### INSTRUCTIONS FOR THE TASK
Would you please output, word for word, the span of the listing below that opens on the line containing "const poly = rows" and closes on the line containing "c.font = font"? Include both ends and nothing more.

### INFORMATION

▬▬▬

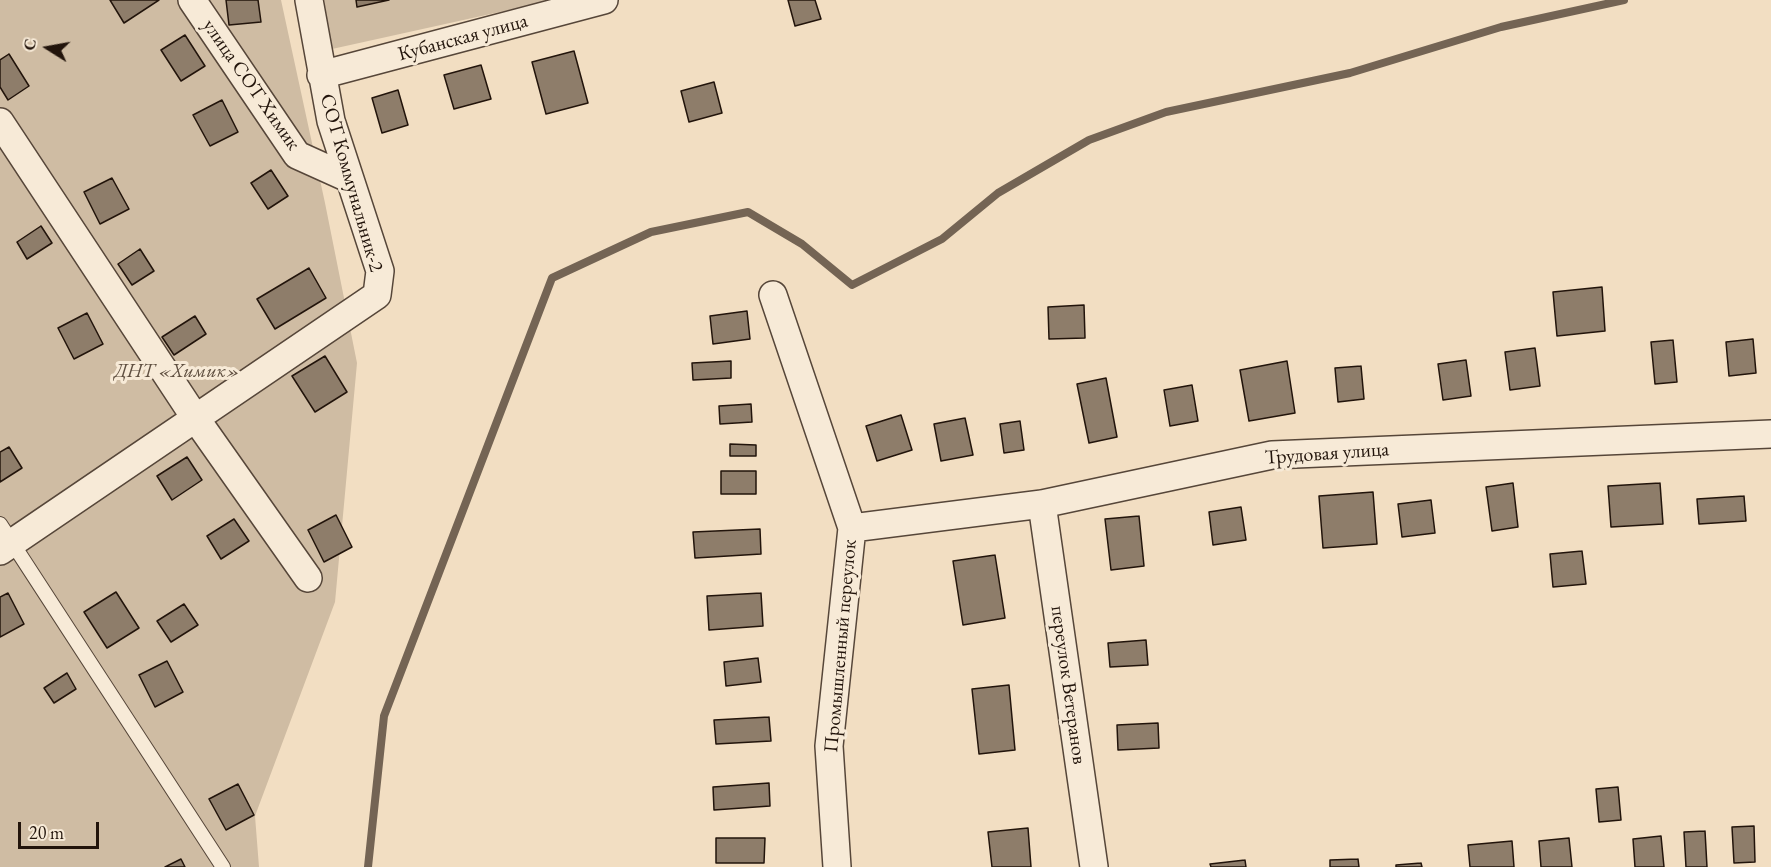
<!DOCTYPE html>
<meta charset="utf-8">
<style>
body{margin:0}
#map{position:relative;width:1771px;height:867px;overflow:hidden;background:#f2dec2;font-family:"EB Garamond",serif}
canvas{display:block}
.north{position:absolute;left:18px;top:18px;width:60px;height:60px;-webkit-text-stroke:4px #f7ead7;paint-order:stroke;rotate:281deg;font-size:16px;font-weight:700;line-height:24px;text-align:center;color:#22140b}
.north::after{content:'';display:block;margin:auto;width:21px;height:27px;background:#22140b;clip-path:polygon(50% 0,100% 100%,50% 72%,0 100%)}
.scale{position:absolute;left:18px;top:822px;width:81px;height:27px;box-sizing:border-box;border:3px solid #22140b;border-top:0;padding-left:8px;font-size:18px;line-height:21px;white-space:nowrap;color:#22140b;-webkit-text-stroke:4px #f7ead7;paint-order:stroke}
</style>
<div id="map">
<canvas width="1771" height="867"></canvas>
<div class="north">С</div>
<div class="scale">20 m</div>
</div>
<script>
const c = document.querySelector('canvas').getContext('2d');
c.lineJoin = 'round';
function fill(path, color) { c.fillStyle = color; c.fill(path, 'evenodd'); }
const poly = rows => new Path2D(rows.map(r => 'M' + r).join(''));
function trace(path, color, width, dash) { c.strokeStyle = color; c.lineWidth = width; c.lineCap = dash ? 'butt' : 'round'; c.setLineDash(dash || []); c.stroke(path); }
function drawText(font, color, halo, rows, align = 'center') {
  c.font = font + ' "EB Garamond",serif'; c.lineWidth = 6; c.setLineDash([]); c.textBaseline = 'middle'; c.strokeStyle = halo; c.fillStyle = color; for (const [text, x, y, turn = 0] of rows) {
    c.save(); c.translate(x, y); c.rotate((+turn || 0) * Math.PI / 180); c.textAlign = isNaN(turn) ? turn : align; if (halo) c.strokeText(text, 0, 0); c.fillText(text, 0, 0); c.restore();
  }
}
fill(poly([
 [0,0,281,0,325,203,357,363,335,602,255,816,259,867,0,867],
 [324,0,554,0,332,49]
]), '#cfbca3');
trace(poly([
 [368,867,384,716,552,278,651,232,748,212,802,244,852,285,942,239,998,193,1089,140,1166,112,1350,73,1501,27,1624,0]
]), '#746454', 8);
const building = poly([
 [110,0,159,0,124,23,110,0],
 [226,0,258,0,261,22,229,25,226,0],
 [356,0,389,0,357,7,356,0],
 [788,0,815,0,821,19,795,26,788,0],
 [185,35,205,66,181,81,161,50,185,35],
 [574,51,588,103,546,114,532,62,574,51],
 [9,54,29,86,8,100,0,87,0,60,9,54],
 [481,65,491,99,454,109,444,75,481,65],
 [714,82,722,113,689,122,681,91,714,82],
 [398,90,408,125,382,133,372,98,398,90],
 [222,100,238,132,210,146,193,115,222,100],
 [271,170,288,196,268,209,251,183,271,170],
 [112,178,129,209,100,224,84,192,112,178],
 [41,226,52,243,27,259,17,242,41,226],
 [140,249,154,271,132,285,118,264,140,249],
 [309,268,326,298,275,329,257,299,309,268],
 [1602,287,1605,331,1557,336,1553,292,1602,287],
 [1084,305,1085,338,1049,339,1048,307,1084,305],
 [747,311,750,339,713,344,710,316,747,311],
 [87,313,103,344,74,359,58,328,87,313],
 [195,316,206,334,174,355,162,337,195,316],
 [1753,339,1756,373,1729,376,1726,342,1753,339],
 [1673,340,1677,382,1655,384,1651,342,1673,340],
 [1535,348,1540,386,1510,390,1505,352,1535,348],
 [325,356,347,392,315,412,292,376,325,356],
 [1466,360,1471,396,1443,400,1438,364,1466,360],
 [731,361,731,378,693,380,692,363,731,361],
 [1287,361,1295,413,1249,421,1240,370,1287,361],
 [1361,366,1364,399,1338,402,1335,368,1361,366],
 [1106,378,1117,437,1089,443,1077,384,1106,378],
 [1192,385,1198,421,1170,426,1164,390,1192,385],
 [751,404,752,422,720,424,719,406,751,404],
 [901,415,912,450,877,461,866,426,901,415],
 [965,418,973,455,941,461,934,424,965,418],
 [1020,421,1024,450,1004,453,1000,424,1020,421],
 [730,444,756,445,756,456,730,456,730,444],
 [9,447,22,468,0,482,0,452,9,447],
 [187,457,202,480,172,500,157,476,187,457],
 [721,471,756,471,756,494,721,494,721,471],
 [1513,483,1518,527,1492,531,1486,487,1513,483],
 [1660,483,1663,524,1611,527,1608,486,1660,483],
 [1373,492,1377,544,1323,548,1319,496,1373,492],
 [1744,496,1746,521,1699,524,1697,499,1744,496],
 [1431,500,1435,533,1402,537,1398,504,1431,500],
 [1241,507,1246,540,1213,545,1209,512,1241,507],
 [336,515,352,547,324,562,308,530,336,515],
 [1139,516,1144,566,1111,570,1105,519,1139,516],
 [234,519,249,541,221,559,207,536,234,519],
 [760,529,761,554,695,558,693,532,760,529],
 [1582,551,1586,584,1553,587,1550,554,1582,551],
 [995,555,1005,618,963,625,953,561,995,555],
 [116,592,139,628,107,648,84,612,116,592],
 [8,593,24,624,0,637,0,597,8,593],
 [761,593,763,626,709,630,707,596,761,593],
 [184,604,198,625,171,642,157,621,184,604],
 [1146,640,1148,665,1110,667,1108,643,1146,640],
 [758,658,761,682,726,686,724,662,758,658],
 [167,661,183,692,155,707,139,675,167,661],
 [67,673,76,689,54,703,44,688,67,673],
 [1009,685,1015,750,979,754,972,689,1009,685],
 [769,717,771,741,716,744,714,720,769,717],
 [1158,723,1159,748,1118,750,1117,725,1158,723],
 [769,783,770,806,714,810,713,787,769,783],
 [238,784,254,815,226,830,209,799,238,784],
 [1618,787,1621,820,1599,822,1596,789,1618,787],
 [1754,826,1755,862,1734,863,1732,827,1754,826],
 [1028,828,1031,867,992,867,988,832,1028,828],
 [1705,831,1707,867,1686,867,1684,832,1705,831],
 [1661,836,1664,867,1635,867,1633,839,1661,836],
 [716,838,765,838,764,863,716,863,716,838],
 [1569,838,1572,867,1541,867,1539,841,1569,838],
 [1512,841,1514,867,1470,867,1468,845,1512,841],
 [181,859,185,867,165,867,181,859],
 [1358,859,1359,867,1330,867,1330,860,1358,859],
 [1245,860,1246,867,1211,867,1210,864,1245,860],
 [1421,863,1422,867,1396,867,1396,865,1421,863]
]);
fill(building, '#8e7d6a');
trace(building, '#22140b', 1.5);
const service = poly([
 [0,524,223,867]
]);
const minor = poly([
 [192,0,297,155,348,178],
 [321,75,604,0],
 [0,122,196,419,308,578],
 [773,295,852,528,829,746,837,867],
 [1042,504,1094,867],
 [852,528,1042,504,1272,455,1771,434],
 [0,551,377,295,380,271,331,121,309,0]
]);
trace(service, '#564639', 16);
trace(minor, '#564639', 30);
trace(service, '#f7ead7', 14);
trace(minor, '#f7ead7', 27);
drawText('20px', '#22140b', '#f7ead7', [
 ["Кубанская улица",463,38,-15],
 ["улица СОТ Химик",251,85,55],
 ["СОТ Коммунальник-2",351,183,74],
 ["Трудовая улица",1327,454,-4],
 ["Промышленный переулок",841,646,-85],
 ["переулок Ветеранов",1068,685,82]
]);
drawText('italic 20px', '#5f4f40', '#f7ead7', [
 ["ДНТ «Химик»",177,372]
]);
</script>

▬▬▬

### ANSWER SECTION
const poly = rows => new Path2D(rows.map(r => 'M' + r).join(''));
function trace(path, color, width, dash) { c.strokeStyle = color; c.lineWidth = width; c.lineCap = dash ? 'butt' : 'round'; c.setLineDash(dash || []); c.stroke(path); }
function drawText(font, color, halo, rows, align = 'center') {
  c.font = font + ' "EB Garamond",serif'; c.lineWidth = 6; c.setLineDash([]); c.textBaseline = 'middle'; c.strokeStyle = halo; c.fillStyle = color; for (const [text, x, y, turn = 0] of rows) {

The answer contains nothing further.